THE TASK:
Starting at the top of the entries below, print each line exactly until the line with "position:absolute; inset:0; border:4px" has been printed too.

EXCERPTED RECORDS:
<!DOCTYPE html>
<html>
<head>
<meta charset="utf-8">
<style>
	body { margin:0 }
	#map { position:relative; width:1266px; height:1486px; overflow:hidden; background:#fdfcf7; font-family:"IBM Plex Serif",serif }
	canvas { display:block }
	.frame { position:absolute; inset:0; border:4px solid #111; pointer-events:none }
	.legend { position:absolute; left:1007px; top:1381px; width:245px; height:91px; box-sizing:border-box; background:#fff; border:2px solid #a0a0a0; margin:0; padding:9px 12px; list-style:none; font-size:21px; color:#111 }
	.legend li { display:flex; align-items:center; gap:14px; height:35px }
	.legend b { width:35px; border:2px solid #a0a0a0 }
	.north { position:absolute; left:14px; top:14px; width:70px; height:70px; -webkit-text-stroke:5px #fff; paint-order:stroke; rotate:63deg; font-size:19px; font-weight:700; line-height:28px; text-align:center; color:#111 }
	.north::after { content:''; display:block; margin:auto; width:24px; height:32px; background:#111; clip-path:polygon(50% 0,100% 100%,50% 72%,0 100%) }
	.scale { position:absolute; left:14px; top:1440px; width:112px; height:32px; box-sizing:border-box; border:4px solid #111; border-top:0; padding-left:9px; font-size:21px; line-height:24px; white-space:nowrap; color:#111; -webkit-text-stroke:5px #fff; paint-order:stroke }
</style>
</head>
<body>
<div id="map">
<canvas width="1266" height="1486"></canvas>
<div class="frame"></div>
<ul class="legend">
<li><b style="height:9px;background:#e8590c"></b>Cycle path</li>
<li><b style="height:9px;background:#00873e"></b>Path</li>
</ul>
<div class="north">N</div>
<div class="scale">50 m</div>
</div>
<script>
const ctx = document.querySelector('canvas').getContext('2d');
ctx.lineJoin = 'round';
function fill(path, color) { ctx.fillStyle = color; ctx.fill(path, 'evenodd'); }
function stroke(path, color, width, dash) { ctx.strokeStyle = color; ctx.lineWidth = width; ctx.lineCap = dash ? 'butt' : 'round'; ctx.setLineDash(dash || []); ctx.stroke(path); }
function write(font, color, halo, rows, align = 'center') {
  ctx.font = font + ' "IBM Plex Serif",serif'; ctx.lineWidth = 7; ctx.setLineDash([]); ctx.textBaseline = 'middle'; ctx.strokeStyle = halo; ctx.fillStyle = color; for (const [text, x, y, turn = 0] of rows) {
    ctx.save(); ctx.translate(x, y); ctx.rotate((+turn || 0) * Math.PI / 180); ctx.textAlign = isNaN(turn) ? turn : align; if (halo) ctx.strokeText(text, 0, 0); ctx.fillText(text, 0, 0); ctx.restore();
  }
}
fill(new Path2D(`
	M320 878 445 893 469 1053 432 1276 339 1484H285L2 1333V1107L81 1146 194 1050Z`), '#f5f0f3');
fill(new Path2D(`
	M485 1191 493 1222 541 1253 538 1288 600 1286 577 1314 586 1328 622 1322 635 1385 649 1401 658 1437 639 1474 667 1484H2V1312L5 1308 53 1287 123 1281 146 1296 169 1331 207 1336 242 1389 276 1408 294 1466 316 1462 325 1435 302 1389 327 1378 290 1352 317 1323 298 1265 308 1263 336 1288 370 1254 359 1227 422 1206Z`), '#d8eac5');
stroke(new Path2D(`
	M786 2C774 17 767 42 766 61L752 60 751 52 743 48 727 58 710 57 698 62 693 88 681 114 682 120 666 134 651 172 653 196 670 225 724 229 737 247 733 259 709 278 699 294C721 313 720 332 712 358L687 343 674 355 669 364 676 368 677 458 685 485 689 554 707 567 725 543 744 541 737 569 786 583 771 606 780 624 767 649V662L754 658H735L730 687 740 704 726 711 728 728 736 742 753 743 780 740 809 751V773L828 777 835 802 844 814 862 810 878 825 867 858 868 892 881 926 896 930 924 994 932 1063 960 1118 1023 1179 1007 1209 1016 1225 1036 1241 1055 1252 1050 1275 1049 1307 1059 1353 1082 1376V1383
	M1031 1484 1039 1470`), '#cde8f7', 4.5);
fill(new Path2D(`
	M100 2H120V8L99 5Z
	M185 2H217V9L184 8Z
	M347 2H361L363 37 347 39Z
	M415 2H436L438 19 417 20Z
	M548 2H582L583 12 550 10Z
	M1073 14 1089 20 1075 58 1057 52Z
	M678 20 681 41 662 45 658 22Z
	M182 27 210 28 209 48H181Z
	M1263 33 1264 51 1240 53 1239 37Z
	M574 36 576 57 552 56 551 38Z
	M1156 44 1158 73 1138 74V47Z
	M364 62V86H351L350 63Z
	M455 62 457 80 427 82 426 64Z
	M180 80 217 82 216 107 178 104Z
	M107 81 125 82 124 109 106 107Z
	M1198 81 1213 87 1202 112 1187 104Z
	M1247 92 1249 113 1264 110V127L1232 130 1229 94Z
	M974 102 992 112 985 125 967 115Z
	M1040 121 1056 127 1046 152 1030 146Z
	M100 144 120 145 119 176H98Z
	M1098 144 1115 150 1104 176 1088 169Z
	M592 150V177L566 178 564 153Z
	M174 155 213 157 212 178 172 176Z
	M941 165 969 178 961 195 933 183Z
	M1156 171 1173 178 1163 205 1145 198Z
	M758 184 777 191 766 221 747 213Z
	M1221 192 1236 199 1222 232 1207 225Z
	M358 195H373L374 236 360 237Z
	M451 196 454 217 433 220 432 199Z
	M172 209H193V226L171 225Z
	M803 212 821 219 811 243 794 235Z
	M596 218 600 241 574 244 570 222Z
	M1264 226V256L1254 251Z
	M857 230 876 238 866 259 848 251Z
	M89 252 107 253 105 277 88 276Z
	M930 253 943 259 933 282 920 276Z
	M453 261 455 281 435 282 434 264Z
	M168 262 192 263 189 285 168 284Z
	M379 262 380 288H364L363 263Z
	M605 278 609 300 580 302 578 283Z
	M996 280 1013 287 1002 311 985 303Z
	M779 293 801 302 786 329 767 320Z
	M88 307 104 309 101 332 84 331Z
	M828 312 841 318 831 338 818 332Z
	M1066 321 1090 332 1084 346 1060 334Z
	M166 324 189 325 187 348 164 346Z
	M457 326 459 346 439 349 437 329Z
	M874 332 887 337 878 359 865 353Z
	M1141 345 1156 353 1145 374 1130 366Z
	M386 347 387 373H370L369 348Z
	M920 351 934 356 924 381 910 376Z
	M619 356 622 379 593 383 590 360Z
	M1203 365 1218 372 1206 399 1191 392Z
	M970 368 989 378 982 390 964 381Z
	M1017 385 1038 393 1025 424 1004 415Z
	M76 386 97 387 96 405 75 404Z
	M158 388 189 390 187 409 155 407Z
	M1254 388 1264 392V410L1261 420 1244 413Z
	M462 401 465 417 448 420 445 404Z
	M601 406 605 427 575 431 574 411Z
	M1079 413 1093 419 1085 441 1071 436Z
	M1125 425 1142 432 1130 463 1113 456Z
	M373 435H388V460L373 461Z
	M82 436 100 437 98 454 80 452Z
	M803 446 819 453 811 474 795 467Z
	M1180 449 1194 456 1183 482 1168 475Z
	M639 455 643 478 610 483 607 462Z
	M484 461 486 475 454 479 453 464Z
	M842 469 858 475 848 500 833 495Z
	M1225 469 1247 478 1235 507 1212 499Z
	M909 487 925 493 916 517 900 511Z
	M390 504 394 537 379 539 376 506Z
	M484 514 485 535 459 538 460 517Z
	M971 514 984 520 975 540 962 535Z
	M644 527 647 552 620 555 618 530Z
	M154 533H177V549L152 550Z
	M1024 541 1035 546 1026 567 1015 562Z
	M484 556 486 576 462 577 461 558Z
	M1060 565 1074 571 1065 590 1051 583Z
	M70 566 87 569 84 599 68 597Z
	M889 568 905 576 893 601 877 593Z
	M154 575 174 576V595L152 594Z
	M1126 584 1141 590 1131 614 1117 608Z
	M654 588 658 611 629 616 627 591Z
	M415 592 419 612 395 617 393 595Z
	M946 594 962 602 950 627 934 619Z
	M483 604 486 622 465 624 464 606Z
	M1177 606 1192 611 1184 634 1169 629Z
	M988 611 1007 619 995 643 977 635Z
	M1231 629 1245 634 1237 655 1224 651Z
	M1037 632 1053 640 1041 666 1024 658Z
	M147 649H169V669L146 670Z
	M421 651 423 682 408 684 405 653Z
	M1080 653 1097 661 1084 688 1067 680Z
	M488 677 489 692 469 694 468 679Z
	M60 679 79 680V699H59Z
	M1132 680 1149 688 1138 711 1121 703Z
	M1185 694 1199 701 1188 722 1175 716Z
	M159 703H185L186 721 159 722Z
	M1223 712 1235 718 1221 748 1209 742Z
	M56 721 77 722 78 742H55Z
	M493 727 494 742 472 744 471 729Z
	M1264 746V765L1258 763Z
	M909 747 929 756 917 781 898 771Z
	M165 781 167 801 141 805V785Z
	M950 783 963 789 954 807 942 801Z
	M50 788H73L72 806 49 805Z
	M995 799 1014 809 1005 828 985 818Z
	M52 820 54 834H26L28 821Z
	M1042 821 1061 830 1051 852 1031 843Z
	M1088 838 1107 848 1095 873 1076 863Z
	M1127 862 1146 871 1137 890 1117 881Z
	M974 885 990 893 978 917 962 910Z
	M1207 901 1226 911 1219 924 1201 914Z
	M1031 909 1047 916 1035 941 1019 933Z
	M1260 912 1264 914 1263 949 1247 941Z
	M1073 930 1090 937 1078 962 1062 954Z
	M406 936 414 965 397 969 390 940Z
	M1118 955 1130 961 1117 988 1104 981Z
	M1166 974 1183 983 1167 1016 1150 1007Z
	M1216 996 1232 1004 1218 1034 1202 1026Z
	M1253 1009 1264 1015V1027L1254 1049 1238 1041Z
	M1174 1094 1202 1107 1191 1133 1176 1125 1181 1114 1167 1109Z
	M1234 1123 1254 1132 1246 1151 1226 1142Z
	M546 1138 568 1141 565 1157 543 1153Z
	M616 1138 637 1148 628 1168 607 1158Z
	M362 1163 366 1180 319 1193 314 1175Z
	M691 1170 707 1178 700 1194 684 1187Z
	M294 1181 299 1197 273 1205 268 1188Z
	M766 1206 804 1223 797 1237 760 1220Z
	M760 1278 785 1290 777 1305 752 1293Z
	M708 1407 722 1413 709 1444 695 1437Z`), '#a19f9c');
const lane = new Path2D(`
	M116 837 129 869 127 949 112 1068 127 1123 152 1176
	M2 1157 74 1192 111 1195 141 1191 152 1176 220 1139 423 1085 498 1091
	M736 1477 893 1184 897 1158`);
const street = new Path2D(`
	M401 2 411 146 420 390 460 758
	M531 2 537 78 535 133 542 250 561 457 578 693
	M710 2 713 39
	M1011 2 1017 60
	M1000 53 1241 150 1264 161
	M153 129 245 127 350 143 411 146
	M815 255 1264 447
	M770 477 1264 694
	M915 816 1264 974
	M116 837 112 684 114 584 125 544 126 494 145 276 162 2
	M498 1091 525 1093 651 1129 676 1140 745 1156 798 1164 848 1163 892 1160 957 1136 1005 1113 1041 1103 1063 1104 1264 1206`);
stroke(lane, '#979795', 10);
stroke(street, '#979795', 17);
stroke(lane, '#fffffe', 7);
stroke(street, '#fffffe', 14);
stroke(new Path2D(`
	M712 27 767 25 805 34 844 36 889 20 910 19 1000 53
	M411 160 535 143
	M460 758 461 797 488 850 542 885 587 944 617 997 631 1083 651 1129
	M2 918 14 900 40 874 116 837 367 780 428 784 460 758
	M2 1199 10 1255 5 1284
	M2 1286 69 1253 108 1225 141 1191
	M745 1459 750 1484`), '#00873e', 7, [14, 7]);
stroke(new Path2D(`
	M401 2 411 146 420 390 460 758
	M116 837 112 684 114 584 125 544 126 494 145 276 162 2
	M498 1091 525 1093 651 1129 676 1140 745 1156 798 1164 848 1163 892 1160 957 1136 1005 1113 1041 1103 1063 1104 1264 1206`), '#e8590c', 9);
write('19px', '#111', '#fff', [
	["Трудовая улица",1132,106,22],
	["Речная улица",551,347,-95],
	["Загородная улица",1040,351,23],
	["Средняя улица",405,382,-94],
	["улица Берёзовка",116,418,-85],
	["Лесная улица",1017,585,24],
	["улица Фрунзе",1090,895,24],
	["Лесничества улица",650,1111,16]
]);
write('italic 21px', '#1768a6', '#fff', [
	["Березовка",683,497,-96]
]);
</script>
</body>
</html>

SOLUTION BELOW:
<!DOCTYPE html>
<html>
<head>
<meta charset="utf-8">
<style>
	body { margin:0 }
	#map { position:relative; width:1266px; height:1486px; overflow:hidden; background:#fdfcf7; font-family:"IBM Plex Serif",serif }
	canvas { display:block }
	.frame { position:absolute; inset:0; border:4px solid #111; pointer-events:none }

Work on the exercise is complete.